| Work to complete |
Take the records below from their first line through the line holding "context.font = font", and set each of those lines down exactly, without pictures.

| Data listing |
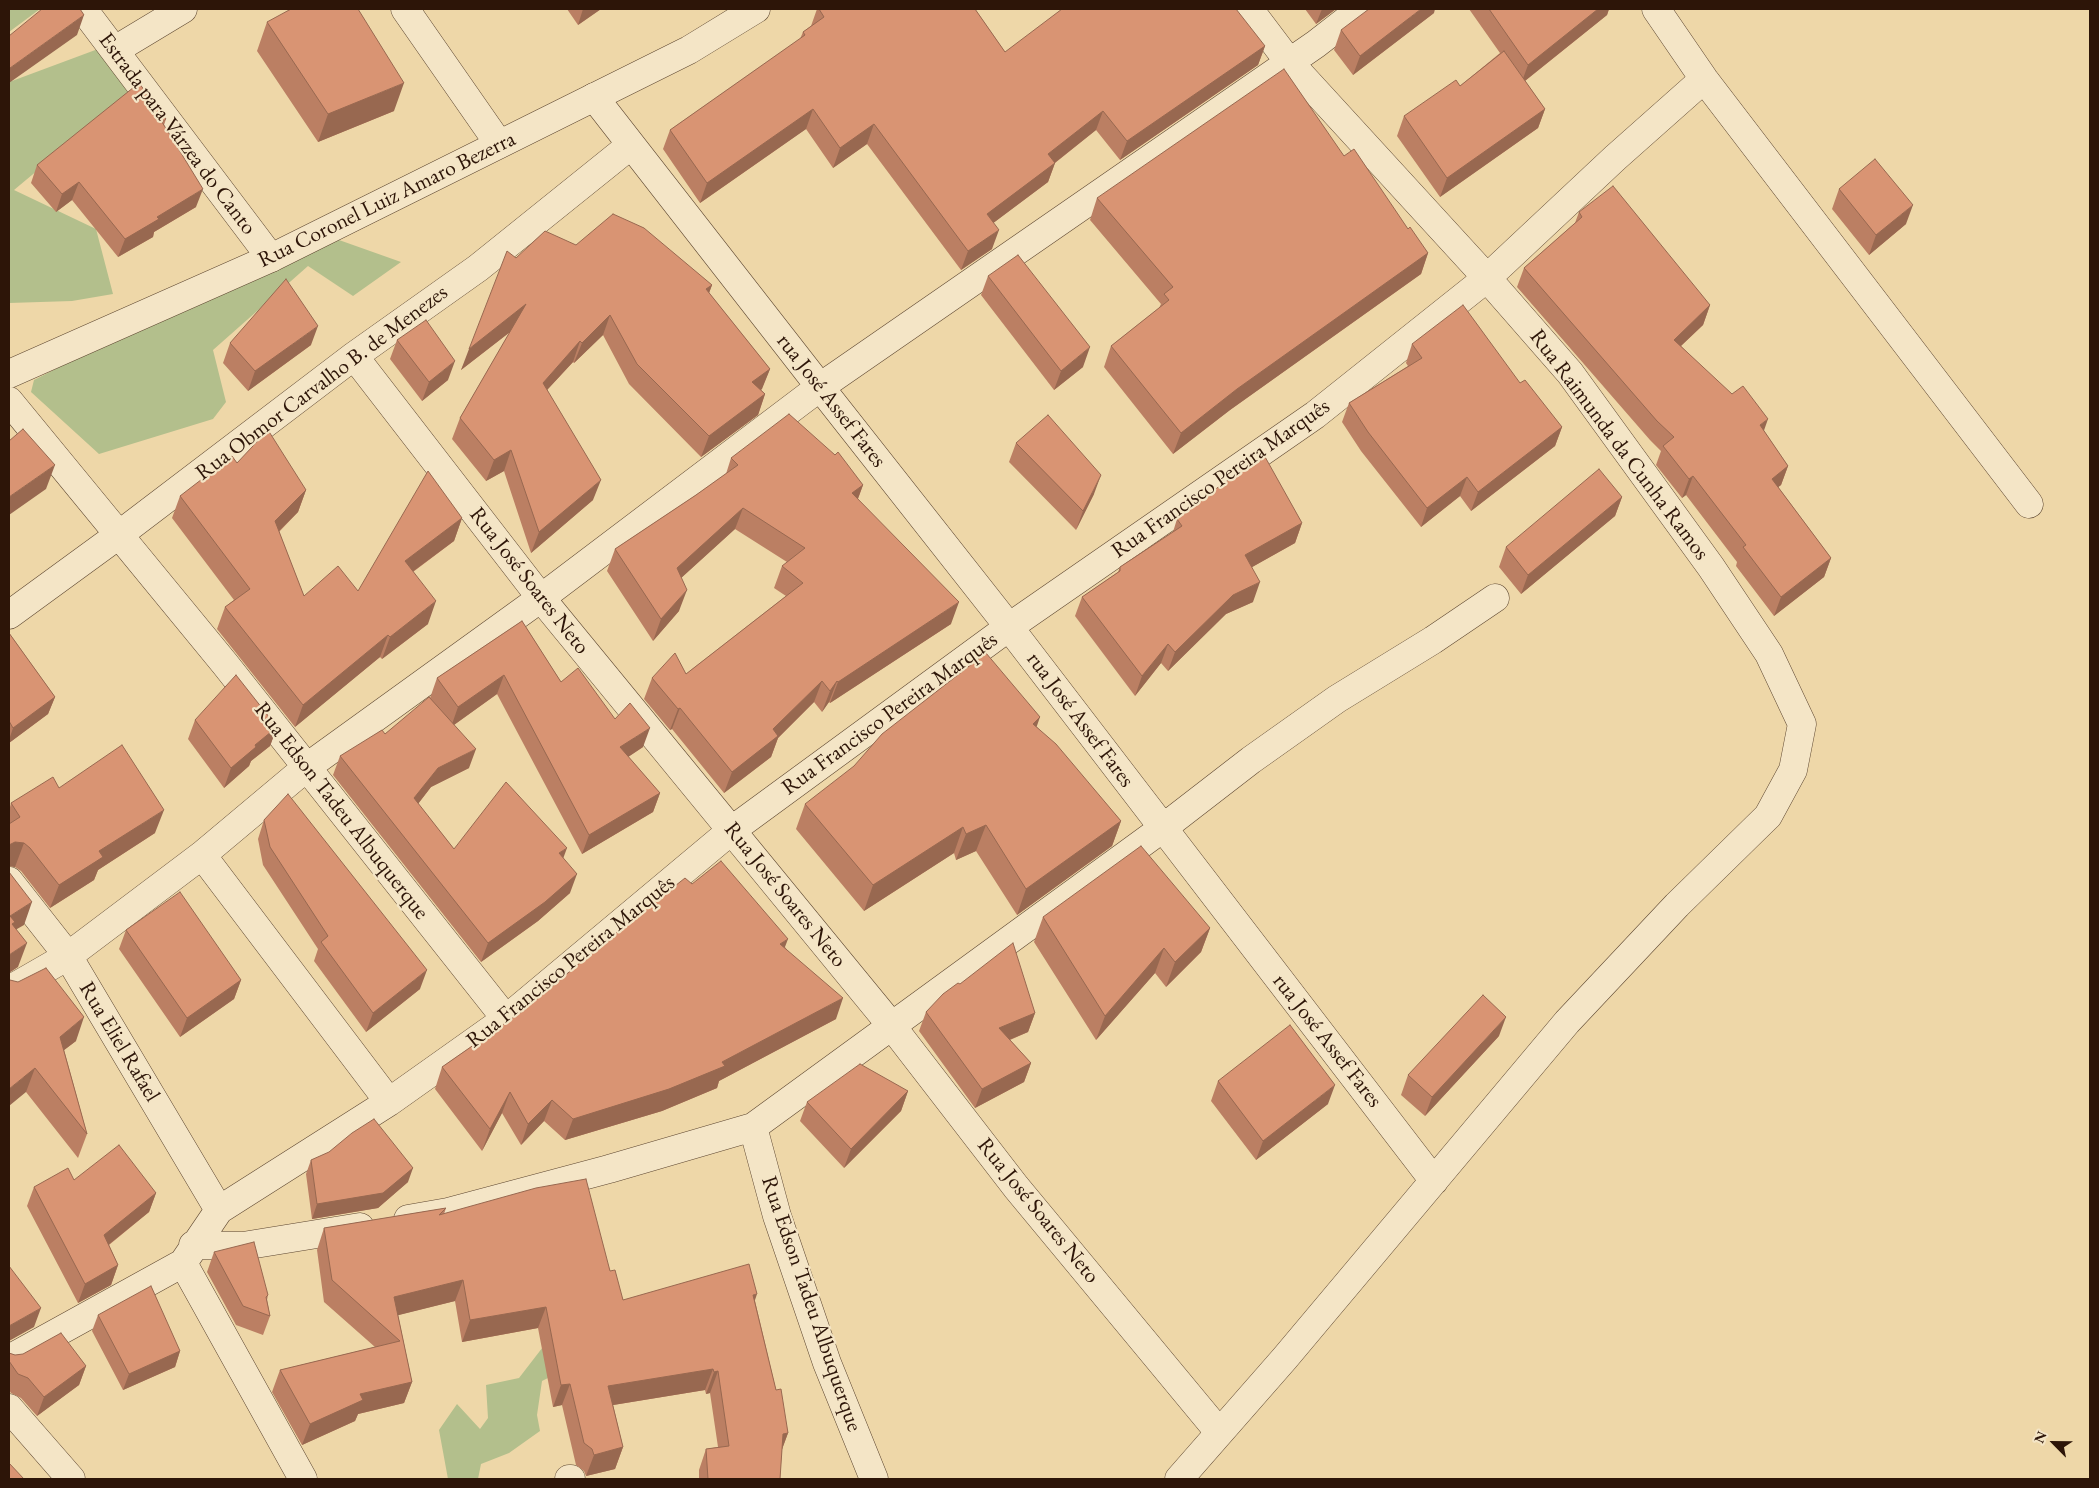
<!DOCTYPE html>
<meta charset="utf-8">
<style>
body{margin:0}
#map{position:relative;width:2099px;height:1488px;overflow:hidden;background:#eed7a8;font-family:"EB Garamond",serif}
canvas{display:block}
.frame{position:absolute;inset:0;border:10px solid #2d1508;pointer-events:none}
.north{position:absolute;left:2029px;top:1418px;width:50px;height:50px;-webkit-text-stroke:4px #f4e5c6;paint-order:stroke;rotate:293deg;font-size:14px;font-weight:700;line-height:20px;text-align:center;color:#2d1508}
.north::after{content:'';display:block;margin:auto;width:18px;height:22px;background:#2d1508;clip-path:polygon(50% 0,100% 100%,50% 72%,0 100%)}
</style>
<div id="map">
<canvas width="2099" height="1488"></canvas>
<div class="frame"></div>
<div class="north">N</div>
</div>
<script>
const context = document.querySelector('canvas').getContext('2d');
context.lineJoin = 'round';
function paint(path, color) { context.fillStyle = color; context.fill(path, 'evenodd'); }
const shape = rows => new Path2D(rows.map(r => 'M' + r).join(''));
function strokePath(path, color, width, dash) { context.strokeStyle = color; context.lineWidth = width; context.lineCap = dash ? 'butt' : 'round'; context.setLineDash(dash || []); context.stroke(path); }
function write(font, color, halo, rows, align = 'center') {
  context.font = font + ' "EB Garamond",serif'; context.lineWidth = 4.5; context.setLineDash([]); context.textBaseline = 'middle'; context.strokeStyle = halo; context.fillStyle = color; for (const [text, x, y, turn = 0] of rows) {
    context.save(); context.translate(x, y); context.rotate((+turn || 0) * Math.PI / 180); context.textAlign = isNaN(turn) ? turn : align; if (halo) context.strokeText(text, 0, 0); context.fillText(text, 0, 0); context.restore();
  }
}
paint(shape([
 [9,9,40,9,9,32],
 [98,49,129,94,14,190,96,229,113,294,72,301,9,303,9,76,12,81],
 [339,240,401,262,353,296,308,266,213,350,226,402,213,419,99,454,31,392,34,380,163,314],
 [546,1343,596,1354,542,1381,537,1415,540,1431,509,1453,481,1464,478,1479,448,1479,439,1430,457,1404,480,1429,488,1418,486,1385,519,1378]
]), '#b3bf8c');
const minor = shape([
 [83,9,271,258],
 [405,9,499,144],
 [1656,9,1704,79,2029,504],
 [115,50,183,9],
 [594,97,820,387,1009,627,1434,1181],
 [354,356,541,598,891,1025,1016,1187,1219,1432],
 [9,401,225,664,506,1019],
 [9,615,120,534,354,356,478,268,631,145],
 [202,855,389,1102],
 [9,881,68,956,219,1210],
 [9,990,68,956,202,855,307,767,541,598,820,387,1316,44,1361,9],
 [753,1127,777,1216,827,1363,874,1479],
 [408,1219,448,1212,609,1169,753,1127,1163,828,1251,760,1337,699,1433,640,1495,598],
 [193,1245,243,1246,360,1227],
 [183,1263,303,1479],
 [9,1359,183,1263,219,1210,389,1102,506,1019,732,830,1009,627,1315,415,1487,278,1289,62,1249,9],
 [9,1408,71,1479],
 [569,1479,571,1479],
 [1179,1479,1285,1358,1567,1022,1677,905,1768,816,1793,770,1802,724,1769,654,1711,567,1570,373,1487,278,1615,158,1704,79]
]);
const tertiary = shape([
 [9,374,271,258,689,50,756,9]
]);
strokePath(minor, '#5d4630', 29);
strokePath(tertiary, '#5d4630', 29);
strokePath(minor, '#f4e5c6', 28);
strokePath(tertiary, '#f4e5c6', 28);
paint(shape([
 [567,9,601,9,578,25],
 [817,9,975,9,1005,52,1265,46,1258,65,1120,160,1096,130,1055,163,1048,182,993,223,992,249,961,270,867,144,833,168,806,129,700,203,663,149,670,130,800,39,803,32,811,26],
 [1305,9,1336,9,1316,24],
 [1469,9,1609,9,1607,15,1525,81,1545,109,1538,128,1440,197,1397,136,1404,116,1460,86,1500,53],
 [1434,13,1353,75,1334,50,1341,30],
 [267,22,394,111,318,142,257,51],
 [166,119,164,125,196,207,154,232,153,237,118,257,72,200,56,212,31,183,37,165],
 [1344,156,1428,253,1421,274,1230,410,1173,454,1104,367,1111,346,1159,308,1161,304,1090,220,1097,198],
 [1839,189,1906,224,1869,255,1832,209],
 [1579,212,1710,305,1703,325,1681,346,1764,431,1788,466,1781,485,1778,487,1831,558,1824,577,1774,616,1736,566,1737,562,1686,495,1682,498,1656,465,1661,451,1650,440,1517,287,1524,268,1575,223],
 [576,245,712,285,709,293,770,369,761,390,765,394,758,415,701,457,629,384,603,335,574,363,573,362,547,390,593,500,531,553,504,471,486,481,452,439,460,418,510,332,461,370,516,258],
 [988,276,1083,367,1054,390,981,295],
 [397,340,448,380,422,401,390,359],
 [230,343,311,345,248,391,223,363],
 [1412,344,1520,383,1562,427,1555,446,1471,511,1460,496,1421,527,1361,451,1342,422,1349,403,1408,366,1406,363],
 [1016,443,1094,494,1076,530,1009,462],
 [731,458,863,485,858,499,951,624,830,703,829,702,822,712,814,702,778,738,771,757,724,793,672,729,670,730,644,699,652,678,686,674,786,596,774,588,782,566,787,562,735,529,681,578,679,611,653,641,607,571,615,549,696,495,726,474],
 [237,463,306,490,298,512,279,532,304,596,358,591,462,518,454,541,413,572,428,624,382,659,380,657,295,727,217,629,225,607,234,600,172,518,180,496],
 [1622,497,1615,516,1521,594,1499,567,1506,547],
 [1177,519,1302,523,1295,543,1252,567,1253,602,1226,614,1168,671,1161,663,1135,696,1075,616,1082,597,1118,572,1120,567,1173,532],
 [522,621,561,682,615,719,643,747,628,757,660,793,653,812,582,854,497,694,454,725,469,768,431,787,418,804,454,849,563,858,570,893,538,921,481,962,333,775,340,756,385,734,430,698,437,678],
 [9,633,55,697,48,714,9,743],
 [195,720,277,727,270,746,251,761,249,766,224,788,188,739],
 [1037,727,1121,821,1112,846,1017,915,976,851,956,860,954,853,864,911,796,829,805,804],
 [59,788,155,833,98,870,94,880,50,908,21,871,15,867,9,866,9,811,11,803],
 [264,820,420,989,366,1032,314,961,318,949,263,865,258,839],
 [692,884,785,947,836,1019,719,1081,717,1088,662,1111,565,1140,544,1121,521,1145,502,1113,482,1151,435,1089,442,1067,524,1010],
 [1043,917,1210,928,1201,952,1166,987,1155,973,1096,1040,1034,942],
 [126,930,241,980,234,999,180,1037,119,949],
 [9,979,76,1041,64,1050,87,1134,78,1158,26,1092],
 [960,984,1035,1013,1028,1032,1010,1040,1031,1063,1024,1082,975,1108,919,1031,926,1012],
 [1499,1036,1425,1116,1401,1095,1408,1075],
 [1218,1081,1328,1104,1256,1160,1211,1101],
 [908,1091,901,1111,844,1168,800,1121,807,1102],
 [311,1160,408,1182,378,1208,312,1219,306,1174],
 [74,1180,156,1193,149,1212,109,1245,118,1265,111,1285,78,1303,27,1206,34,1187],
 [446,1208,444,1214,610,1271,623,1300,755,1301,776,1390,788,1433,782,1449,780,1479,699,1479,699,1470,706,1449,718,1447,710,1393,706,1394,705,1390,613,1405,623,1447,615,1469,586,1476,584,1471,576,1465,562,1405,553,1407,538,1328,462,1342,455,1301,398,1315,412,1382,404,1403,358,1414,355,1421,302,1445,272,1392,280,1370,375,1347,324,1302,317,1250,324,1228],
 [214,1252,268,1295,267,1300,270,1316,263,1335,236,1325,207,1272],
 [98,1315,180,1351,175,1367,123,1390,92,1331],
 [9,1353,15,1355,86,1366,79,1385,37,1416,21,1398,11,1393,9,1390]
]), '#bb7f63');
paint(shape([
 [583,9,601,9,578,25],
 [1322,9,1336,9,1316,24],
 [1421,9,1435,9,1434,13,1353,75,1360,56],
 [1598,9,1609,9,1607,15,1521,84,1528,65],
 [84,15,77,35,9,83,9,71,10,68],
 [1265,46,1258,65,1120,160,1127,141],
 [404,83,394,111,318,142,328,114],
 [813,109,806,129,700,203,707,183],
 [1545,109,1538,128,1440,197,1447,178],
 [1103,111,1096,130,1042,173,1055,163,1048,182,980,233,987,214,1048,154],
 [874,124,867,144,833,168,840,148],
 [79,182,72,200,56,212,62,194],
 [203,189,196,207,154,232,153,237,118,257,125,239,157,217],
 [1913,205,1906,224,1869,255,1876,235],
 [999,230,992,249,961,270,968,251],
 [1428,253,1421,274,1230,410,1173,454,1181,433,1237,389],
 [712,285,704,306,706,289],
 [526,304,519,325,461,370,469,349],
 [1710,305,1703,325,1667,359,1674,340],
 [610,315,603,335,574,363,582,343],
 [318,326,311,345,248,391,255,371],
 [580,341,573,362,535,403,543,383],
 [1090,347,1083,367,1054,390,1061,371],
 [455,361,448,380,422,401,429,382],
 [770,369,762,389,745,403,752,382],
 [765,394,758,415,701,457,709,436],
 [1768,419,1761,439,1760,425],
 [1562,427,1555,446,1471,511,1478,492],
 [511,450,504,471,486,481,494,460],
 [55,465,46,489,9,515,9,497],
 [1788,466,1781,485,1764,498,1772,479],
 [1101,475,1094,494,1076,530,1083,511],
 [1693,476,1686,495,1682,498,1689,479],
 [1467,477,1460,496,1421,527,1427,508],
 [601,480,593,500,531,553,539,532],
 [863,485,855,506,852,493],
 [306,490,298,512,266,544,275,521],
 [1622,497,1615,516,1521,594,1528,575],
 [743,508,735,529,669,589,677,568],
 [462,518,454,541,396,584,405,561],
 [1302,523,1295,543,1238,575,1245,555],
 [1831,558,1824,577,1774,616,1781,597],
 [1260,582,1253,602,1226,614,1168,671,1175,652,1233,595],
 [687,590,679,611,653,641,661,619],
 [436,601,428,624,382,659,390,637],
 [959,602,951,624,830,703,838,682],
 [388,635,380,657,295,727,303,705],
 [1168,644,1161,663,1135,696,1142,676],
 [504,675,497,694,451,727,458,707],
 [822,681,814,702,778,738,771,757,724,793,732,772,773,729],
 [837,681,829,702,822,712,830,691],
 [55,697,48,714,9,743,9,740,13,728],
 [680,708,672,729,670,730,678,709],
 [1040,717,1031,743,1033,724],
 [277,727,270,746,251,761,249,766,224,788,231,768,255,745],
 [650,728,643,747,613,767,620,747],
 [476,749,469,768,431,787,407,818,414,798,438,768],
 [660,793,653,812,582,854,589,835],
 [164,810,155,833,98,870,94,880,50,908,59,885,99,851],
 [1121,821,1112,846,1017,915,1026,889],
 [986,825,976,851,956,860,966,834],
 [963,827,954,853,864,911,873,885],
 [15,842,24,843,15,867,9,866,9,845],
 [567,848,560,867,559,853],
 [577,874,570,893,538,921,481,962,488,943],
 [32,902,24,925,10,933,10,916],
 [1210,928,1201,952,1166,987,1175,962],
 [788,939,780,960,780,944],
 [27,943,18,967,9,973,9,955],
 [1164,948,1155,973,1096,1040,1105,1016],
 [427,970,420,989,366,1032,373,1013],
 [241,980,234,999,180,1037,187,1018],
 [843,998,836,1019,719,1081,717,1088,662,1111,565,1140,573,1119,722,1062],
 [1035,1013,1028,1032,992,1047,999,1028],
 [84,1017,76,1041,51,1060,60,1037],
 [1506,1017,1499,1036,1425,1116,1432,1097],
 [1031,1063,1024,1082,975,1108,982,1089],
 [35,1068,26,1092,9,1106,9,1089],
 [1335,1085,1328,1104,1256,1160,1263,1141],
 [908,1091,901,1111,844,1168,851,1149],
 [510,1092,502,1113,482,1151,490,1129],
 [552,1100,544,1121,521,1145,528,1124],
 [413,1168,408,1182,378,1208,312,1219,317,1204],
 [156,1193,149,1212,97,1254,104,1235],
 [118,1265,111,1285,78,1303,85,1284],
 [463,1280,455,1301,387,1318,394,1297],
 [757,1294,750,1315,753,1295],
 [546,1307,538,1328,462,1342,470,1320],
 [41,1308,34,1327,9,1341,9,1326],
 [180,1351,175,1367,123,1390,129,1374],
 [86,1366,79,1385,37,1416,44,1397],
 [713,1369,705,1390,601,1407,608,1386],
 [718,1371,710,1393,706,1394,714,1372],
 [412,1382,404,1403,358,1414,355,1421,302,1445,310,1424,360,1394],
 [570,1384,562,1405,553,1407,561,1385],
 [788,1433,780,1455,783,1434],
 [623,1447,615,1469,586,1476,594,1455]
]), '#986850');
const building = shape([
 [42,9,80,9,84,15,10,68,9,66,9,36,42,9],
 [291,9,358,9,404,83,328,114,267,22,291,9],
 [819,9,975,9,1005,52,1062,9,1236,9,1265,46,1127,141,1103,111,1048,154,1055,163,987,214,999,230,968,251,874,124,840,148,813,109,707,183,670,130,805,35,803,32,824,17,819,9],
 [1369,9,1421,9,1360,56,1341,30,1369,9],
 [1489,9,1598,9,1528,65,1489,9],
 [1504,51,1545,109,1447,178,1404,116,1456,80,1460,86,1504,51],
 [1284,69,1344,156,1354,149,1408,229,1410,227,1428,253,1237,389,1181,433,1111,346,1169,300,1164,294,1173,287,1097,198,1284,69],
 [139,83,166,119,162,122,203,189,157,217,159,219,125,239,79,182,62,194,37,165,139,83],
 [1875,159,1913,205,1876,235,1839,189,1875,159],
 [1613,186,1710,305,1674,340,1732,394,1743,386,1768,419,1760,425,1788,466,1772,479,1831,558,1781,597,1743,547,1746,545,1693,476,1689,479,1663,446,1674,437,1657,421,1524,268,1582,217,1579,212,1613,186],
 [613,214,644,228,712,285,706,289,770,369,752,382,765,394,709,436,637,364,610,315,582,343,580,341,543,383,601,480,539,532,511,450,494,460,460,418,526,304,469,349,507,251,516,258,545,231,576,245,613,214],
 [1018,255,1090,347,1061,371,988,276,1018,255],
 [286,279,318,326,255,371,230,343,286,279],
 [1463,305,1520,383,1525,380,1562,427,1478,492,1467,477,1427,508,1368,432,1349,403,1422,358,1412,344,1463,305],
 [426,320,455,361,429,382,397,340,426,320],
 [789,414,835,455,838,452,863,485,852,493,959,602,838,682,837,681,830,691,822,681,773,729,778,736,732,772,680,708,678,709,652,678,675,653,686,674,803,583,782,566,805,548,743,508,677,568,687,590,661,619,615,549,696,495,738,465,731,458,789,414],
 [1048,415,1101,475,1083,511,1016,443,1048,415],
 [23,429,55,465,9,497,9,441,23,429],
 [268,430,306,490,275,521,304,596,338,566,358,591,428,471,462,518,405,561,436,601,390,637,388,635,303,705,225,607,250,589,180,496,232,456,237,463,268,430],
 [1264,455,1302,523,1245,555,1260,582,1233,595,1175,652,1168,644,1142,676,1082,597,1120,571,1120,567,1182,526,1177,519,1217,488,1264,455],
 [1599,469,1622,497,1528,575,1506,547,1599,469],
 [522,621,561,682,578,668,615,719,630,703,650,728,620,747,660,793,589,835,504,675,458,707,437,678,522,621],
 [9,633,55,697,13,728,9,721,9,633],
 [986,653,1040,717,1033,724,1056,744,1121,821,1026,889,986,825,966,834,963,827,873,885,805,804,854,766,882,734,986,653],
 [236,675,277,727,255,745,256,747,231,768,195,720,236,675],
 [429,697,476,749,438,768,414,798,454,849,506,782,567,848,559,853,577,874,545,902,488,943,340,756,382,730,385,734,429,697],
 [122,745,164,810,99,851,103,857,59,885,30,848,24,843,15,842,9,845,9,824,20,817,11,803,53,777,59,788,122,745],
 [288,794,427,970,373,1013,321,942,328,936,270,847,264,820,288,794],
 [1141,846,1210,928,1175,962,1164,948,1105,1016,1043,917,1141,846],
 [721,861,788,939,780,944,843,998,722,1062,725,1066,669,1089,573,1119,552,1100,528,1124,510,1092,490,1129,442,1067,524,1010,607,940,685,878,692,884,721,861],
 [9,872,32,902,10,916,15,922,12,924,27,943,9,955,9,872],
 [180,892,241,980,187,1018,126,930,180,892],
 [1013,943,1035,1013,999,1028,1031,1063,982,1089,926,1012,943,994,958,983,960,984,1013,943],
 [46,968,84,1017,60,1037,87,1134,35,1068,9,1089,9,979,10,980,18,982,46,968],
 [1483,995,1506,1017,1432,1097,1408,1075,1483,995],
 [1290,1025,1335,1085,1263,1141,1218,1081,1290,1025],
 [860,1064,908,1091,851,1149,807,1102,860,1064],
 [374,1119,413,1168,383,1193,317,1204,311,1160,329,1152,352,1133,374,1119],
 [119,1145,156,1193,104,1235,118,1265,85,1284,34,1187,68,1168,74,1180,119,1145],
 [586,1179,610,1271,615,1270,623,1300,749,1264,757,1294,753,1295,776,1390,781,1389,788,1433,783,1434,780,1479,708,1479,706,1449,729,1446,718,1371,714,1372,713,1369,608,1386,623,1447,594,1455,592,1449,584,1443,570,1384,561,1385,546,1307,470,1320,463,1280,394,1297,412,1382,360,1394,363,1400,310,1424,280,1370,400,1341,332,1280,324,1228,446,1208,439,1215,536,1188,586,1179],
 [254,1242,268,1295,266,1297,270,1316,243,1306,214,1252,254,1242],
 [9,1266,41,1308,9,1326,9,1266],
 [151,1286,180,1351,129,1374,98,1315,151,1286],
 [61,1333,86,1366,44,1397,28,1378,18,1374,9,1361,9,1353,15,1355,23,1354,61,1333],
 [9,1463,24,1479,9,1479,9,1463]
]);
paint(building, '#d99473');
strokePath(building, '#986850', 1);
write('22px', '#2d1508', '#f4e5c6', [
 ["Estrada para Várzea do Canto",177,134,53],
 ["Rua Coronel Luiz Amaro Bezerra",387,200,-26],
 ["Rua Obmor Carvalho B. de Menezes",322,383,-37],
 ["rua José Assef Fares",831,401,52],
 ["Rua Raimunda da Cunha Ramos",1619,445,53],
 ["Rua Francisco Pereira Marquês",1221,479,-35],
 ["Rua José Soares Neto",529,581,52],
 ["Rua Francisco Pereira Marquês",890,714,-36],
 ["rua José Assef Fares",1080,720,53],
 ["Rua Edson Tadeu Albuquerque",341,811,52],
 ["Rua José Soares Neto",785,895,51],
 ["Rua Francisco Pereira Marquês",571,962,-39],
 ["rua José Assef Fares",1327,1041,52],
 ["Rua Eliel Rafael",119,1042,59],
 ["Rua José Soares Neto",1038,1211,51],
 ["Rua Edson Tadeu Albuquerque",811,1304,71]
]);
</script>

| Your solution |
<!DOCTYPE html>
<meta charset="utf-8">
<style>
body{margin:0}
#map{position:relative;width:2099px;height:1488px;overflow:hidden;background:#eed7a8;font-family:"EB Garamond",serif}
canvas{display:block}
.frame{position:absolute;inset:0;border:10px solid #2d1508;pointer-events:none}
.north{position:absolute;left:2029px;top:1418px;width:50px;height:50px;-webkit-text-stroke:4px #f4e5c6;paint-order:stroke;rotate:293deg;font-size:14px;font-weight:700;line-height:20px;text-align:center;color:#2d1508}
.north::after{content:'';display:block;margin:auto;width:18px;height:22px;background:#2d1508;clip-path:polygon(50% 0,100% 100%,50% 72%,0 100%)}
</style>
<div id="map">
<canvas width="2099" height="1488"></canvas>
<div class="frame"></div>
<div class="north">N</div>
</div>
<script>
const context = document.querySelector('canvas').getContext('2d');
context.lineJoin = 'round';
function paint(path, color) { context.fillStyle = color; context.fill(path, 'evenodd'); }
const shape = rows => new Path2D(rows.map(r => 'M' + r).join(''));
function strokePath(path, color, width, dash) { context.strokeStyle = color; context.lineWidth = width; context.lineCap = dash ? 'butt' : 'round'; context.setLineDash(dash || []); context.stroke(path); }
function write(font, color, halo, rows, align = 'center') {
  context.font = font + ' "EB Garamond",serif'; context.lineWidth = 4.5; context.setLineDash([]); context.textBaseline = 'middle'; context.strokeStyle = halo; context.fillStyle = color; for (const [text, x, y, turn = 0] of rows) {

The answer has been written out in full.